Assignment
Set the entries down again exactly; none may be skipped.

Supplied data
##########
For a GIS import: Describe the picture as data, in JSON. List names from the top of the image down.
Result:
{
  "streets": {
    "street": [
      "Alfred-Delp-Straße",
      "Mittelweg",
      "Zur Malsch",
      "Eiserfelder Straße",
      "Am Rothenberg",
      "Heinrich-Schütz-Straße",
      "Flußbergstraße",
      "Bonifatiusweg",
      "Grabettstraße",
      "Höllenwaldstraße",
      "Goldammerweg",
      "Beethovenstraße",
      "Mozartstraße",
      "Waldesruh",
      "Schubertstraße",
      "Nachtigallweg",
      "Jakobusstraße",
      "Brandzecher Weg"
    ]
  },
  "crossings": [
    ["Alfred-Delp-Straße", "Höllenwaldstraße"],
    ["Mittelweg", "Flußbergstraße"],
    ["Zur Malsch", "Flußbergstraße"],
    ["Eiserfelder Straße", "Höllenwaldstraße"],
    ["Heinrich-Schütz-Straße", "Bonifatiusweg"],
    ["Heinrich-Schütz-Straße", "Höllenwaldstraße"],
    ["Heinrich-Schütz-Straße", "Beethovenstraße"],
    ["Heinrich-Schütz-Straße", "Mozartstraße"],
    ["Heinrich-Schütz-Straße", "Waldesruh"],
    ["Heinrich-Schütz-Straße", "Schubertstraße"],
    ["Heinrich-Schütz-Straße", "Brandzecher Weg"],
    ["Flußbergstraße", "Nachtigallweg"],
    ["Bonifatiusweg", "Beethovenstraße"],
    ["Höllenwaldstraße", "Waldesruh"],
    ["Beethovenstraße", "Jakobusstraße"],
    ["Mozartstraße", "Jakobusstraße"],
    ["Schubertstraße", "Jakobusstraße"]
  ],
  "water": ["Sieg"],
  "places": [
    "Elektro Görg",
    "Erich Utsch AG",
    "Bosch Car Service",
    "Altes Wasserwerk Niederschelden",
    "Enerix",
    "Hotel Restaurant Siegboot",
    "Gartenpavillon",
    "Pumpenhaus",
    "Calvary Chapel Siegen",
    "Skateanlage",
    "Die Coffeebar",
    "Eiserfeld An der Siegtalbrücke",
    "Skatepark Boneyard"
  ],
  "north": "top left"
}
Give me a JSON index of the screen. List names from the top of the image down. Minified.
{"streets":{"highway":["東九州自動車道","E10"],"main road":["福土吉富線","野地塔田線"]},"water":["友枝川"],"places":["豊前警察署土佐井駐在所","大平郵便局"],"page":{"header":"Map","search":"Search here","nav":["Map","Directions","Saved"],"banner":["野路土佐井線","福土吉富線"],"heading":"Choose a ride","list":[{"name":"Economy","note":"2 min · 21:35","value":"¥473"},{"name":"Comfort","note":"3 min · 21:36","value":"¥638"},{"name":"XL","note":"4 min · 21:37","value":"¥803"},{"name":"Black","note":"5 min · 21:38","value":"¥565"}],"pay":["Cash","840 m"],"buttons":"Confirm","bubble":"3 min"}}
##########
Solution to the problem
For a GIS import: Describe the picture as data, in JSON. List names from the top of the image down.
Result:
{
  "streets": {
    "street": [
      "Alfred-Delp-Straße",
      "Mittelweg",
      "Zur Malsch",
      "Eiserfelder Straße",
      "Am Rothenberg",
      "Heinrich-Schütz-Straße",
      "Flußbergstraße",
      "Bonifatiusweg",
      "Grabettstraße",
      "Höllenwaldstraße",
      "Goldammerweg",
      "Beethovenstraße",
      "Mozartstraße",
      "Waldesruh",
      "Schubertstraße",
      "Nachtigallweg",
      "Jakobusstraße",
      "Brandzecher Weg"
    ]
  },
  "crossings": [
    ["Alfred-Delp-Straße", "Höllenwaldstraße"],
    ["Mittelweg", "Flußbergstraße"],
    ["Zur Malsch", "Flußbergstraße"],
    ["Eiserfelder Straße", "Höllenwaldstraße"],
    ["Heinrich-Schütz-Straße", "Bonifatiusweg"],
    ["Heinrich-Schütz-Straße", "Höllenwaldstraße"],
    ["Heinrich-Schütz-Straße", "Beethovenstraße"],
    ["Heinrich-Schütz-Straße", "Mozartstraße"],
    ["Heinrich-Schütz-Straße", "Waldesruh"],
    ["Heinrich-Schütz-Straße", "Schubertstraße"],
    ["Heinrich-Schütz-Straße", "Brandzecher Weg"],
    ["Flußbergstraße", "Nachtigallweg"],
    ["Bonifatiusweg", "Beethovenstraße"],
    ["Höllenwaldstraße", "Waldesruh"],
    ["Beethovenstraße", "Jakobusstraße"],
    ["Mozartstraße", "Jakobusstraße"],
    ["Schubertstraße", "Jakobusstraße"]
  ],
  "water": ["Sieg"],
  "places": [
    "Elektro Görg",
    "Erich Utsch AG",
    "Bosch Car Service",
    "Altes Wasserwerk Niederschelden",
    "Enerix",
    "Hotel Restaurant Siegboot",
    "Gartenpavillon",
    "Pumpenhaus",
    "Calvary Chapel Siegen",
    "Skateanlage",
    "Die Coffeebar",
    "Eiserfeld An der Siegtalbrücke",
    "Skatepark Boneyard"
  ],
  "north": "top left"
}
Give me a JSON index of the screen. List names from the top of the image down. Minified.
{"streets":{"highway":["東九州自動車道","E10"],"main road":["福土吉富線","野地塔田線"]},"water":["友枝川"],"places":["豊前警察署土佐井駐在所","大平郵便局"],"page":{"header":"Map","search":"Search here","nav":["Map","Directions","Saved"],"banner":["野路土佐井線","福土吉富線"],"heading":"Choose a ride","list":[{"name":"Economy","note":"2 min · 21:35","value":"¥473"},{"name":"Comfort","note":"3 min · 21:36","value":"¥638"},{"name":"XL","note":"4 min · 21:37","value":"¥803"},{"name":"Black","note":"5 min · 21:38","value":"¥565"}],"pay":["Cash","840 m"],"buttons":"Confirm","bubble":"3 min"}}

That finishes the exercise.